Не хочу больше ничего брать в доме отца. Это забастовка, да. Потому что я, в конце концов, хочу понимать, чего жду. Хочу, чтобы со мной обращались, как с человеком, а не как с породистой сукой, которая ждёт хозяина. Чувствую, что отец не хочет отдавать меня родне. Видимо, в качестве жены моя шкурка все-таки выходит дороже.
Брожу по интернету, пытаясь хоть немного понять правила того мира, в который попала. У Наргизы спрашивать не хочу. После того утра она презирает меня открыто и говорит, что таким как я, Аллах не должен давать ни мужа, ни детей. Жена отца меня сторонится, боясь гнева мужа. Она вообще, по непонятной мне причине, очень его любит. Прямо в глаза и рот заглядывает.
Блокирую экран телефона и зарываюсь лицом в подушку. Слёзы мочат ткань.
А что, если мой следующий жених будет таким же старым, как отец? Я пытаюсь поставить себя на место Ясмины и понять каково ей. Мириться с чужими детьми, не имея своих, ложиться в постель со старым телом, терпеть уже устоявшийся непростой характер… Нет, родитель далеко не самый противный. Он хорошо выглядит для своих пятидесяти, (большинство его ровесников выглядит сильно хуже), ни в чем не отказывает Ясмине, не обижает. По крайней мере, прилюдно. Но двадцать пять лет… Это же целая жизнь.

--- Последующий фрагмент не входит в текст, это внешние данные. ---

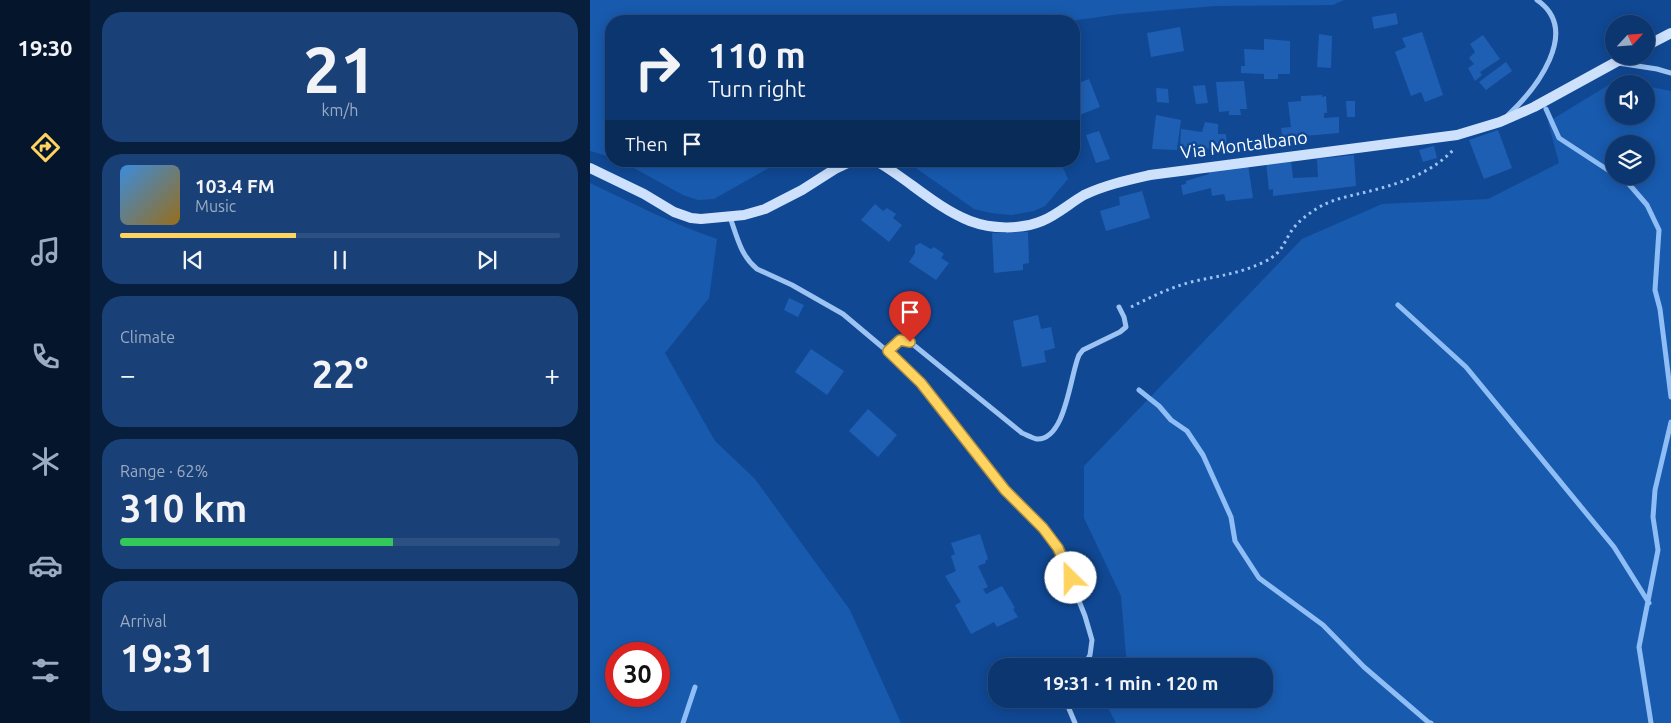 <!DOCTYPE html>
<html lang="en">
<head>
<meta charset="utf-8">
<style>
  :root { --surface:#0c366f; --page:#1a4177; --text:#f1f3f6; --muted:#9aabc3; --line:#2c5082; --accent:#ffd360 }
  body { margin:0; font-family:Ubuntu,sans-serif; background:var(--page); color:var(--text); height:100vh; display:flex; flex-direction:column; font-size:19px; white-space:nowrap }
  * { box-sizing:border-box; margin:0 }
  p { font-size:16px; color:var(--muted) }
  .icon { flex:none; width:28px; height:28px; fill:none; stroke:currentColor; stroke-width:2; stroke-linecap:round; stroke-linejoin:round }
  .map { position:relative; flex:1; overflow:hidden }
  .drawer { display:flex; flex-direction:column; gap:12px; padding:12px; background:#071e3d; width:500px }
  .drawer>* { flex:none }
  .top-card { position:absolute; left:15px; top:15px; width:475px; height:152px; border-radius:20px; box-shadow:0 2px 12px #0003,0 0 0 1px var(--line); background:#0c366f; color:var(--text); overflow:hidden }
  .needle { width:32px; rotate:64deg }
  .fabs { position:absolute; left:1015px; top:15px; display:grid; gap:10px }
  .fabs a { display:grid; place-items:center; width:50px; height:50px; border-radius:50%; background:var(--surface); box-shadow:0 2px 12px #0003,0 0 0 1px var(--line); font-size:25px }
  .speed { position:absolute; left:15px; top:642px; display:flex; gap:10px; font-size:25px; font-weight:700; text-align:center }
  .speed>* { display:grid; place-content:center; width:65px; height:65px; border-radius:50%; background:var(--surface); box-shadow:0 2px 12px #0003,0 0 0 1px var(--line); line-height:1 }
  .speed .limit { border:8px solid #d22; background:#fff; color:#111 }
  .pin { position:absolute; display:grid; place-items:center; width:42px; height:42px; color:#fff; margin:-51px -21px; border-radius:50% 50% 50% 0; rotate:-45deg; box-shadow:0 0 5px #0007 }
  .pin .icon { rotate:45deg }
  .me { position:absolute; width:55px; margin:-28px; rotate:337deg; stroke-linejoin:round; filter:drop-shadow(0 0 4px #0008) }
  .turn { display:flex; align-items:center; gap:18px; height:105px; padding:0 20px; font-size:22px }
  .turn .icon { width:65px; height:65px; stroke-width:2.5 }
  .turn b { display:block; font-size:35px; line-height:42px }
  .then { display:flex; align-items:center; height:48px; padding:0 20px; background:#0003; gap:10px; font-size:19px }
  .big { font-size:38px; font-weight:700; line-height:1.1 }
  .drawer .tile { flex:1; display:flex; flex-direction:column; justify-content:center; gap:8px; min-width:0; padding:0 18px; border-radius:20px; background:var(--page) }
  .drawer .dial { align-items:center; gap:0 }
  .dial b { font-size:65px; line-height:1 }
  .song { display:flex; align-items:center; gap:15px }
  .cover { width:60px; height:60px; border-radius:8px; background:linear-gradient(135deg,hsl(210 70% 55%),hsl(40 70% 35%)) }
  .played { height:5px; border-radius:2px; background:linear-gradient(90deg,var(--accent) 40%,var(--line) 40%) }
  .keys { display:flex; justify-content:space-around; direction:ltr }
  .heat { display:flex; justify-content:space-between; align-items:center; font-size:28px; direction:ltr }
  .charge { height:8px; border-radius:4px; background:linear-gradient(90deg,#34c759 62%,var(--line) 0) }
  .trip { position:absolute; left:398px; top:658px; width:285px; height:50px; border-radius:20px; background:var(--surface); box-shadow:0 2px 12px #0003,0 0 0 1px var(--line); font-weight:700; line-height:50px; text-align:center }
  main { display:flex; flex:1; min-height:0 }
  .menu { display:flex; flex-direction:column; width:90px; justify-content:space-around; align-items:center; background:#05162c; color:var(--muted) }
  .menu .icon { width:35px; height:35px }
  .menu .active { color:var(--accent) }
  .menu b { font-size:22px; color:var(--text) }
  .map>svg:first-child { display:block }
  .green { fill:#185aae; fill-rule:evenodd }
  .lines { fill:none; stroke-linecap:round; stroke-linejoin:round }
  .stream { stroke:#8fbef7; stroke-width:5 }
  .building { fill:#1e5fb3 }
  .path { stroke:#9dc3f3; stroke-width:3; stroke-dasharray:2.5 4; stroke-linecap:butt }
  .street { stroke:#9dc3f3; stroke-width:5 }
  .secondary { stroke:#cde1fd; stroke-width:10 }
  .route-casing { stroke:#a6893e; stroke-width:12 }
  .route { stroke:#ffd360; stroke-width:9 }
  .labels { text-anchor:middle; stroke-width:5; stroke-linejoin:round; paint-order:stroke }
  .street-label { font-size:18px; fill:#fff; stroke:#104894 }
</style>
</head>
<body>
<main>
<nav class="menu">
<b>19:30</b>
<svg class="icon active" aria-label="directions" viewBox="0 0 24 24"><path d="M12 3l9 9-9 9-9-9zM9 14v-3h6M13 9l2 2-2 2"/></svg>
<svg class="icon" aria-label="music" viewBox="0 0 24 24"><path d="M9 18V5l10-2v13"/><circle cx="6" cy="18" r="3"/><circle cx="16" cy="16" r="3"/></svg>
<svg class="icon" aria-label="phone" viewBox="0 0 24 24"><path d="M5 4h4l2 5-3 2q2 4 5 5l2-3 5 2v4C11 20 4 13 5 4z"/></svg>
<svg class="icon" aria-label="climate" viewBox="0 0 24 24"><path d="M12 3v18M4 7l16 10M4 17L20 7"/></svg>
<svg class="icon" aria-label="car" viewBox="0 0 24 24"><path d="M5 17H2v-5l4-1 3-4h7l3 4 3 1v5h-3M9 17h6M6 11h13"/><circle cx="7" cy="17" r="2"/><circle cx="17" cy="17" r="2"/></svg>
<svg class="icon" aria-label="filters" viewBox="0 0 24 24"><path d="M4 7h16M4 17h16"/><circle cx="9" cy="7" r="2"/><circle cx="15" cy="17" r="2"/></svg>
</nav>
<section class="drawer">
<div class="tile dial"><b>21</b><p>km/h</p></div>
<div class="tile">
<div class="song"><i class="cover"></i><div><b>103.4 FM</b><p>Music</p></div></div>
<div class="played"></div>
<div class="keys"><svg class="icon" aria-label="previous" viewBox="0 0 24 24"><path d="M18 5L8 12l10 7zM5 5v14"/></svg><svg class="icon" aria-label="pause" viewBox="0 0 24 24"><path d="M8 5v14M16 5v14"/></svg><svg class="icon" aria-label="next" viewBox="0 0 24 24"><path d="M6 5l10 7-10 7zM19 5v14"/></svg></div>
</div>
<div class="tile"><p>Climate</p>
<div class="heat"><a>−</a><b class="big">22°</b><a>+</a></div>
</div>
<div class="tile"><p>Range · 62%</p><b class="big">310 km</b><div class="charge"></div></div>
<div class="tile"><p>Arrival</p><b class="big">19:31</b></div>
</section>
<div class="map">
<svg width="1081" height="723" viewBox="0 0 1081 723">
  <rect width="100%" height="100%" fill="#104894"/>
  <path class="green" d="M 0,0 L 754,0 L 743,5 L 625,6 L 530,14 L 480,21 L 21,21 L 21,157 L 0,151 Z
    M 1025,81 L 1043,84 L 1024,84 L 1024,116 L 1056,116 L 1056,86 L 1081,91 L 1081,723 L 526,723 L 517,706 L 520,699 L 674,699 L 674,666 L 537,666 L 531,596 L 494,518 L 494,466 L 712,239 L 792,204 L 898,199 L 969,163 L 958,122 ZM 1024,144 L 1056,144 L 1056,176 L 1024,176 Z
    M 31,161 L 191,161 L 124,199 L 108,200 L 93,195 Z
    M 316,161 L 470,161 L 478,179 L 455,206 L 444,211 L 421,215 L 401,213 L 384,209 Z
    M 0,183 C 42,203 83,224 127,239 L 119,298 L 75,353 L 125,441 L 165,479 L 260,610 L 311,723 L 0,723 ZM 26,654 L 69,654 L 69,696 L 26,696 Z"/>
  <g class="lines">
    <path class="stream" d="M 956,109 L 969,138 L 1024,174
      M 1027,176 L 1038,183 L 1057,205 L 1069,230 L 1065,290 L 1070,309 L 1081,397
      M 808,305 L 876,367 L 1024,547 L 1059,603
      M 549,390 L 569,406 L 581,420 L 597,431 L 613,455 L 641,517 L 645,541 L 669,578 L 733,625 L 774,667 L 838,722 L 841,723
      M 93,723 L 105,687
      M 1061,723 L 1049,647 L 1068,550 L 1063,517 L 1065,490 L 1081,422"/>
  </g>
  <path class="building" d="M 806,13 L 808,24 L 784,29 L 782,17 Z
    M 590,27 L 594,51 L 561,57 L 557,33 Z
    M 832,32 L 853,95 L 835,102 L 831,92 L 821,96 L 805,52 L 816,47 L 812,38 Z
    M 729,34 L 742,36 L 741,68 L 727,67 Z
    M 893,35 L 910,59 L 890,72 L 892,75 L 885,81 L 878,68 L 884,64 L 879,58 L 885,52 L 880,44 Z
    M 674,39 L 700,41 L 700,74 L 688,74 L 688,79 L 674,79 L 674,74 L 651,73 L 651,66 L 655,66 L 654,49 L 674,50 Z
    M 916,62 L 922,71 L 896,90 L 889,82 Z
    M 499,79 L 510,107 L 487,116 L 484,107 L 484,85 Z
    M 654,81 L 657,109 L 650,109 L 651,115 L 639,115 L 639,111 L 629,112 L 626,82 Z
    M 615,85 L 618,103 L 606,104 L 603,86 Z
    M 566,88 L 578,89 L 579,103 L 567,102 Z
    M 732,95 L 732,97 L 736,96 L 737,113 L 734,113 L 734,118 L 749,117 L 749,133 L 703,137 L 693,139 L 691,128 L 701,127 L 698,102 L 711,101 L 711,96 Z
    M 756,101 L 765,101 L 765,117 L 757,117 Z
    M 566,115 L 591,120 L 587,150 L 562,149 Z
    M 615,122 L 628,124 L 628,134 L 636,134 L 637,147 L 624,149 L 590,147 L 591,129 L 612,132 Z
    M 908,130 L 922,168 L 894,179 L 879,140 Z
    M 509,131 L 520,159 L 506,163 L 496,135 Z
    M 844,146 L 847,158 L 833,162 L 829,150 Z
    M 764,155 L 766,186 L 683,196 L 683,189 L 679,190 L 676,162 L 701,160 L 703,178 L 728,177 L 727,159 Z
    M 658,164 L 663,198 L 636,201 L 634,194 L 622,196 L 621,188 L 593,195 L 591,185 L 596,184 L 596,181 L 619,174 L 619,172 Z
    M 552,191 L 560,218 L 516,231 L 510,211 L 530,205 L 529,197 Z
    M 285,204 L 293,211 L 297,208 L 306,214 L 303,218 L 312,225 L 299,242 L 271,220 Z
    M 438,232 L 439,263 L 433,264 L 433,270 L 404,273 L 402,233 Z
    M 330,243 L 341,249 L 344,247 L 354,254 L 351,258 L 359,263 L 346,280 L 319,262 L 325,253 L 325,246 Z
    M 199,298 L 214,305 L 208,317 L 194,310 Z
    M 448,315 L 451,329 L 461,327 L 465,348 L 454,351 L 456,362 L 432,367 L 423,321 Z
    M 221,349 L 254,371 L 237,395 L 205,372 Z
    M 278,409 L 307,435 L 288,457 L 259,431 Z
    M 390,534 L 398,559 L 395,561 L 396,563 L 388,566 L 398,587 L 393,589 L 396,594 L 412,586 L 425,608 L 423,609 L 428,617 L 407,627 L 404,622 L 381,634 L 365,605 L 371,602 L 355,576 L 366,571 L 361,556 L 365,554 L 361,543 Z"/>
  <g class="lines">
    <path class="path" d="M 541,307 C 561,297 579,288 601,282 C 627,276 649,274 674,262 C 697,251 693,238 708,223 C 714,217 725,209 733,205 C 745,199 759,196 772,193 C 805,185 840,175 864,149"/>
    <path class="street" d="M 1028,63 L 1067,69 L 1081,73
      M 918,115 C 945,90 992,31 947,0
      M 140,217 C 147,237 151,256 167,269 L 202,285 L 253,314 L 297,351 L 331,383 L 415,490 L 453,528 L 468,548 L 495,616 L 502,640 L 500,655 L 494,666
      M 297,351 L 310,340 L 320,342 L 432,433 C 437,435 442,438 447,439 C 476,440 480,375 489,355 L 493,350 L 530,332 L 536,327 L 534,317 L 529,307
      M 478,699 L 477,704 L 485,723"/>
    <path class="secondary" d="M 1056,46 L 1081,33
      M 286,161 C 318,179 345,207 380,221 C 401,229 430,230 452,221 C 467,215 480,203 494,195 C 515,185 538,180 560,175 L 867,135 L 910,122 L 944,107 L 1037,56
      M 0,168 L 54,194 L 84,212 L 101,218 L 111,219 L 154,215 L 175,209 L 212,190 L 245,169 L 262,161"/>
  </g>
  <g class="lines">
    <g class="route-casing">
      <path id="route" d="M 320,342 L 310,340 L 298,351 L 331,383 L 415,490 L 453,528 L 468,548 L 481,578"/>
    </g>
    <use href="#route" class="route"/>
  </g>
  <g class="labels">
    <g class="street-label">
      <text transform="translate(654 145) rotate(-7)" y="6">Via Montalbano</text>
    </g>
  </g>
</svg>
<div class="fabs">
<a><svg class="needle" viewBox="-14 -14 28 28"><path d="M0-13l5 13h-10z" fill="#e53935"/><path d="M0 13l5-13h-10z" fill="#9aabc3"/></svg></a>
<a><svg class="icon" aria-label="sound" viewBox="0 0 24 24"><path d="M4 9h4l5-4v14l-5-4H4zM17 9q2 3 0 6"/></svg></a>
<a><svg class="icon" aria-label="layers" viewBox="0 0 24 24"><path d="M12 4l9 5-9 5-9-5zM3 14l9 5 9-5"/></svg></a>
</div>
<div class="speed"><div class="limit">30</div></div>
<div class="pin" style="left:320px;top:342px;background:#d93025"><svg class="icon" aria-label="arrive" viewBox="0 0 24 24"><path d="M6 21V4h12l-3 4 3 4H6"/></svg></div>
<svg class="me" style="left:481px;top:578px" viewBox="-20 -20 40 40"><circle r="19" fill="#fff"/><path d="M0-13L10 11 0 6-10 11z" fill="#ffd360"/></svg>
<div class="trip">19:31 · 1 min · 120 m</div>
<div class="top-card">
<div class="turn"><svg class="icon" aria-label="right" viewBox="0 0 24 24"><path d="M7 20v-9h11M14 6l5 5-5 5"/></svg><div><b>110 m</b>Turn right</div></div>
<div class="then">Then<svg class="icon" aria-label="arrive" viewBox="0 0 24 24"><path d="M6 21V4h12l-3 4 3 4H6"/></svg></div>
</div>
</div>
</main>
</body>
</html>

Рука нащупывает под подушкой батончик мюслей. На душе теплеет. Это Амина вчера поздно вечером подсунула мне под дверь две штуки. Классная девчонка. Надеюсь, что с ней никогда не поступят также, как со мной.
Тихонько съедаю батончик и прячу фантик под матрас. От сладости горло стягивает жаждой и я несколько раз сглатываю слюну, чтобы напиться. Прикрываю глаза. Пить не пойду. Не хочу появляться на кухне. Надеюсь, что отец все-таки сегодня со мной поговорит. Иначе… не знаю что. У меня нет плана. Я как никогда смиренна и хочу компромиссов. А дальше — будет видно.
Дверь резко распахивается и бьется ручкой о стену.
Я подхватываюсь на кровати и оборачиваюсь, вырезаясь взглядом в Наргизу.
— Отец велел тебе надеть платье и выйти в гостиную, — пренебрежительно говорит она. — И ещё… — поджимает губы. — Не вздумай выкинуть очередной номер.
— Зачем спуститься? — холодок прокатывается по позвоночнику.
— Брат нашёл тебе нового жениха, — нехотя признаётся она. — Надеюсь, Аллах пошлёт этому мужчине мудрости и подскажет не брать тебя в жены.
— За что вы меня так ненавидите? — качаю я головой.
Фыркнув, Наргиза поправляет платок и выходит из комнаты, оставив дверь открытой.
Я долго умываюсь холодной водой и плету косу, приглаживая непослушные волосы мокрыми пальцами. Лицо жирно замазываю пудрой. Надеваю самое бесформенное и закрытое платье… Не хочу быть для нового «жениха» красивой. Потому что уже не верю, что обесчещенная девушка может заинтересовать порядочного мужчину с большим капиталом. Просто прошу, чтобы он был не старым и не противным.
Сильно, до выложенных зубов кусаю себя за руку, чтобы физическая боль перекрыла спазмы в грудной клетке и выхожу из спальни, бросая взгляд на кровать. Мне почему-то кажется, что спать сегодня я буду уже не здесь.